Required work:
Scan the material below, then work out how many of its lines contain the word "block"; reply with that number only.

Supplied data:
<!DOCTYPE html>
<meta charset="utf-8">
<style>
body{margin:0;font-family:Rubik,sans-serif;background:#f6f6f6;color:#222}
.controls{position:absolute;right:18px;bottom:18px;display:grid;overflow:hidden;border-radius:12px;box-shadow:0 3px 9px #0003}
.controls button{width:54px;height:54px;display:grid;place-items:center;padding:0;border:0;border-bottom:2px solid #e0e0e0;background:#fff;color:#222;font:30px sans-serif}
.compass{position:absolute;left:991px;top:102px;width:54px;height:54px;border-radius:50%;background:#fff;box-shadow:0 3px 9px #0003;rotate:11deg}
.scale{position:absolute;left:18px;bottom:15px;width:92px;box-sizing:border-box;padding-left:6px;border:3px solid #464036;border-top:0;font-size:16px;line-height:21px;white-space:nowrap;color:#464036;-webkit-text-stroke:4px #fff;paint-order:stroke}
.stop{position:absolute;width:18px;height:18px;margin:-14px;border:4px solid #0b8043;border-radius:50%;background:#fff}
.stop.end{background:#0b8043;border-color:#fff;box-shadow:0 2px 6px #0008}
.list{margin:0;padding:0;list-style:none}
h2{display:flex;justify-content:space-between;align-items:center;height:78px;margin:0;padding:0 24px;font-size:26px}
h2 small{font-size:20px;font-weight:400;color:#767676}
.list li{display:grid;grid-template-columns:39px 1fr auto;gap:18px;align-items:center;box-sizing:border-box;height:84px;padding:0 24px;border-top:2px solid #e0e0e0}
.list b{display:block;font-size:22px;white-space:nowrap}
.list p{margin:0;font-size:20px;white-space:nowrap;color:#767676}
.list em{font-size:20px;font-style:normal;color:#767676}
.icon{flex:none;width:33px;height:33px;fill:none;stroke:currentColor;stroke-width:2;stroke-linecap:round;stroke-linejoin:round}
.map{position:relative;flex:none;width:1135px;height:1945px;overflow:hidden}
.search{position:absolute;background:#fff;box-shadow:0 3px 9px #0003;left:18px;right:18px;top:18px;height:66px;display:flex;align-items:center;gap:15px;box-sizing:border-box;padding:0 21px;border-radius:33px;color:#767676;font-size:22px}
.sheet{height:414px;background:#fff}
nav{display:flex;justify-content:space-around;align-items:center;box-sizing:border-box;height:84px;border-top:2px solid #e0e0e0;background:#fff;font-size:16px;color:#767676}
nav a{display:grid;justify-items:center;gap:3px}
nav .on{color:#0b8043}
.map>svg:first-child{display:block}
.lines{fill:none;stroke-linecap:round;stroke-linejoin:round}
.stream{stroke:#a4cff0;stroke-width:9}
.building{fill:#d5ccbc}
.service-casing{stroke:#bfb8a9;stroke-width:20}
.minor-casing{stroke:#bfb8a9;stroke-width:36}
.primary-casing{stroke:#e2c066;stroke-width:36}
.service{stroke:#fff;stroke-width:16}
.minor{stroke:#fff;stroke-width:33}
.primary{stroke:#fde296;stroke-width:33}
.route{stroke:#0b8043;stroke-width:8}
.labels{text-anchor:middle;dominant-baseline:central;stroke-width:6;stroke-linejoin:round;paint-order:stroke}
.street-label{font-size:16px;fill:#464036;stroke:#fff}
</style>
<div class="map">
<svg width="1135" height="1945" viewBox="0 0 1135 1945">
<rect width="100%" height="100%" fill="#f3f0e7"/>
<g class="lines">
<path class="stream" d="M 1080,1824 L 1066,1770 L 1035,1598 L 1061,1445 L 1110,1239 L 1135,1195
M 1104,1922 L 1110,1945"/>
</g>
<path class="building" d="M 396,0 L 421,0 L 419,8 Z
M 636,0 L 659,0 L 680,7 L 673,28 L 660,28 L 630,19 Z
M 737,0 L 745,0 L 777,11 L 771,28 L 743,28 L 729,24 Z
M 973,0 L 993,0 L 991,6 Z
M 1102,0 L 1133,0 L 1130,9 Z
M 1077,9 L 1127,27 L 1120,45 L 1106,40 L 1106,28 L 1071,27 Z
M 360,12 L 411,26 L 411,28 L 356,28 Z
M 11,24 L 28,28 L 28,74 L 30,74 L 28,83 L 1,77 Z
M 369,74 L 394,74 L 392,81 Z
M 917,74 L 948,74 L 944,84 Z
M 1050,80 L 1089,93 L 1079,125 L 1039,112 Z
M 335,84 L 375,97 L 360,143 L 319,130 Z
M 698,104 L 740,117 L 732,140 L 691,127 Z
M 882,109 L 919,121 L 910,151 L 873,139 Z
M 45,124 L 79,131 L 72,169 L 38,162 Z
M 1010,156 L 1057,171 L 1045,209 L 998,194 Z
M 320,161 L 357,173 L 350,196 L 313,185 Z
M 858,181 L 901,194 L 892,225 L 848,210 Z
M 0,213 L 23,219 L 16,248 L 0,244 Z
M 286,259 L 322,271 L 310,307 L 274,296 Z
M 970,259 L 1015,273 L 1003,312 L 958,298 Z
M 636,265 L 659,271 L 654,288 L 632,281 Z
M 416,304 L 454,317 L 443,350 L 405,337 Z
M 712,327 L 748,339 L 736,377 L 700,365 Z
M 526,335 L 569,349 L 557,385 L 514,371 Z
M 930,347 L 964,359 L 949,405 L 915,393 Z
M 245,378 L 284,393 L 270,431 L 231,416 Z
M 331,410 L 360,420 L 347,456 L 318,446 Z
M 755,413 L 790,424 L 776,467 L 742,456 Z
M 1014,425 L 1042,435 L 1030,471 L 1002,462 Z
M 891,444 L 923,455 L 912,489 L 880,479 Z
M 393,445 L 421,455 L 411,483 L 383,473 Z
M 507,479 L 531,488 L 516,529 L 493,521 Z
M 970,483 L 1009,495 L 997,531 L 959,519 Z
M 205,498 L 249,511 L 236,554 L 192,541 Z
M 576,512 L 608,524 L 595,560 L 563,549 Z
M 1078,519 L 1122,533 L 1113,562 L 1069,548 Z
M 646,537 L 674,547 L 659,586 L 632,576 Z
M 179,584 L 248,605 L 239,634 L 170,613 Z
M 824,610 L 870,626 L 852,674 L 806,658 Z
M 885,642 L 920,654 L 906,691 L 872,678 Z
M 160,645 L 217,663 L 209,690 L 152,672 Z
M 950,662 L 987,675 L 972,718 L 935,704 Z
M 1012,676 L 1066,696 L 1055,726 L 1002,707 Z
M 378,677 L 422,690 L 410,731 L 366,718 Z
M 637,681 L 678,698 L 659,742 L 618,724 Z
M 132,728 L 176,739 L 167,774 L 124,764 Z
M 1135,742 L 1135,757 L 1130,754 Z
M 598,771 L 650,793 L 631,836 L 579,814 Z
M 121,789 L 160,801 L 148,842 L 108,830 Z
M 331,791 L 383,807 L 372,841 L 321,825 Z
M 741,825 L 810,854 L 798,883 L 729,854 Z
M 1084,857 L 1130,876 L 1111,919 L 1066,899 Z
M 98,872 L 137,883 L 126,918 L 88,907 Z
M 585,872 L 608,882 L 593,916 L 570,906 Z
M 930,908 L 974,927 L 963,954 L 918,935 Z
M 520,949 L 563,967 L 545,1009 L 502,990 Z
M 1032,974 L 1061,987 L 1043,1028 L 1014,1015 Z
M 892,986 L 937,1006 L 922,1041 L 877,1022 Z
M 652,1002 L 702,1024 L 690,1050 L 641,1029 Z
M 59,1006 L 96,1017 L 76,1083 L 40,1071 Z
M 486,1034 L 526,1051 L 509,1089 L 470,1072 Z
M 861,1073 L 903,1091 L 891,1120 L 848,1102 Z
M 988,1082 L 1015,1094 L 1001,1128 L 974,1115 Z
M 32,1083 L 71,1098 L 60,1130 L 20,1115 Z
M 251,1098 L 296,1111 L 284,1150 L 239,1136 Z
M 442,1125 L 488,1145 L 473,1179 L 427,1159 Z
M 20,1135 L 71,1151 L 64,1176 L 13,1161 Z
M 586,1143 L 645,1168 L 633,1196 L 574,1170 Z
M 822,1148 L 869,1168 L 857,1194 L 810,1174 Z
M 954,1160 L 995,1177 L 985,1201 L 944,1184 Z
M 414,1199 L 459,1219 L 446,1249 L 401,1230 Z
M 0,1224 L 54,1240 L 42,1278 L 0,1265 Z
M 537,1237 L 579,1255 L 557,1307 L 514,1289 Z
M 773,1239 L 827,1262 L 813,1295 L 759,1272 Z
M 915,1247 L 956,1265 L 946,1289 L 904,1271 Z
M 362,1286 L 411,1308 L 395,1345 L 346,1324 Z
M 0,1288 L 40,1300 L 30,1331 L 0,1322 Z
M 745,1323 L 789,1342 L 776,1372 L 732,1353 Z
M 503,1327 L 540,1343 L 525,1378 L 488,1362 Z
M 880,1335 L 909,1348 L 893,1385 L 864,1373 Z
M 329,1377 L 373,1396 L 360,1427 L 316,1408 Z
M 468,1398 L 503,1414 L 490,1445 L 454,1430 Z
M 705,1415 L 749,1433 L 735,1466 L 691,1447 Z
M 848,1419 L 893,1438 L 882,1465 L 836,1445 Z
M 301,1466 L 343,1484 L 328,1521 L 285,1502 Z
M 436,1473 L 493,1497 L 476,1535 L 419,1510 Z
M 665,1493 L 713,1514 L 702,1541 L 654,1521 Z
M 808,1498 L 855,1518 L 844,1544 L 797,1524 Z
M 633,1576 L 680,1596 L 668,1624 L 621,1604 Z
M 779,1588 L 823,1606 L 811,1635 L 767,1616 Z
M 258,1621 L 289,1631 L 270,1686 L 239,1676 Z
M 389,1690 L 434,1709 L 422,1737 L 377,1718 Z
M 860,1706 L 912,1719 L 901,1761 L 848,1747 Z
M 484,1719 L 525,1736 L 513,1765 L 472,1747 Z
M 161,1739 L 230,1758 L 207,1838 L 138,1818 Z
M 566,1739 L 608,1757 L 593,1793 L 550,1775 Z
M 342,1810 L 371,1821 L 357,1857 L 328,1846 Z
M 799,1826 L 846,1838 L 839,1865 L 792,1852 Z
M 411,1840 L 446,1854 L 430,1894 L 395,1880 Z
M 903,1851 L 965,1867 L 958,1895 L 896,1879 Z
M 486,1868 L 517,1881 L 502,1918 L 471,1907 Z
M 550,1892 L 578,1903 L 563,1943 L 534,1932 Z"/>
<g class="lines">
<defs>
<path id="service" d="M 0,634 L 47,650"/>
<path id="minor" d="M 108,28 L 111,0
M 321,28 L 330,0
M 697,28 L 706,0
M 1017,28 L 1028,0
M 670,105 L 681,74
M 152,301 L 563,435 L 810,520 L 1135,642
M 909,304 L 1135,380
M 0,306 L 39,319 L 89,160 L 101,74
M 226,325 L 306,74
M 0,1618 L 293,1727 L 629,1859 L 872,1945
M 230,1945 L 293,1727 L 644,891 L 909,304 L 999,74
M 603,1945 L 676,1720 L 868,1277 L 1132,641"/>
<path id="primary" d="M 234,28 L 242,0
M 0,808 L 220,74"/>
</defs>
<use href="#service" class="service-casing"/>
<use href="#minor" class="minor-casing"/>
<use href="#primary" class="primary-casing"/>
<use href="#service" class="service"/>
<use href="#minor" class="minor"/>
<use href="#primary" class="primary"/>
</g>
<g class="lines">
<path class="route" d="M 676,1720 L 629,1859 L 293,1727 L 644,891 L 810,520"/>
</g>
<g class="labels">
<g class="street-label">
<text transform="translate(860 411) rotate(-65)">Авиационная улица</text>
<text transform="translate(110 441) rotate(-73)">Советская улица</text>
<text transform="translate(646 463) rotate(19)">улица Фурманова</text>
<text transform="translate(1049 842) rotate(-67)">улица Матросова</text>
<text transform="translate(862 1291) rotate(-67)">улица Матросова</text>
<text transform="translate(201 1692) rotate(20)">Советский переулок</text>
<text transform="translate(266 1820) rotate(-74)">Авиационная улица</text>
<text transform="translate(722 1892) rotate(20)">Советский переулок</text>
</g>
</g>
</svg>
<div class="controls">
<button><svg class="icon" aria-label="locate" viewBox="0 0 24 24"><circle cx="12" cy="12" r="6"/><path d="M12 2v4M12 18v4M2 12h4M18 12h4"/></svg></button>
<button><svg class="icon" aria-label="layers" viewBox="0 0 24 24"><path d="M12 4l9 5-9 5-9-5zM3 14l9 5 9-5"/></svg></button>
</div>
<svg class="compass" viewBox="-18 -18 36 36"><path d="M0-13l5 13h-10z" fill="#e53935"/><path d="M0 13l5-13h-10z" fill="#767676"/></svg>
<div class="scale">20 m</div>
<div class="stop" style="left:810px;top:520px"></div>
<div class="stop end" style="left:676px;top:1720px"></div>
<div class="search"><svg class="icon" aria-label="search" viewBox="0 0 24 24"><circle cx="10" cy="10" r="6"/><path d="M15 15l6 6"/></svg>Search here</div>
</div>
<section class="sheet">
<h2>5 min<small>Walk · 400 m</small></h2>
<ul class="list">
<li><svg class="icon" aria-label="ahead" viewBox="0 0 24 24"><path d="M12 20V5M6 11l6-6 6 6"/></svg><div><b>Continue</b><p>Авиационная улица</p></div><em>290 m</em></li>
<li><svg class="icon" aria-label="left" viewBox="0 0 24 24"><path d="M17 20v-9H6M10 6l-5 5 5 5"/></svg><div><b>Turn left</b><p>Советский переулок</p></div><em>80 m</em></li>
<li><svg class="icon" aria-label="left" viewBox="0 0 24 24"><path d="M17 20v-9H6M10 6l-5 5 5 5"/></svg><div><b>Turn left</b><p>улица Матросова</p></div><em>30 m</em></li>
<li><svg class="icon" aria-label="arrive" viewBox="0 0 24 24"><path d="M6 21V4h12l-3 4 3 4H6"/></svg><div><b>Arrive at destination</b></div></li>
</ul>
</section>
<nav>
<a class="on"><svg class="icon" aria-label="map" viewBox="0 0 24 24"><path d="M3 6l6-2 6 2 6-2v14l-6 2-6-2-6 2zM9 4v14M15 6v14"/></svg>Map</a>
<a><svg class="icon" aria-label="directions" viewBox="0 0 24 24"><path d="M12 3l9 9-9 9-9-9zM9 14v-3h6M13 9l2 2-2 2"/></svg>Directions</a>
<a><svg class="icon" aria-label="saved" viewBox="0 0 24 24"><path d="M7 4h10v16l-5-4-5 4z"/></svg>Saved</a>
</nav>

Exercise result:
2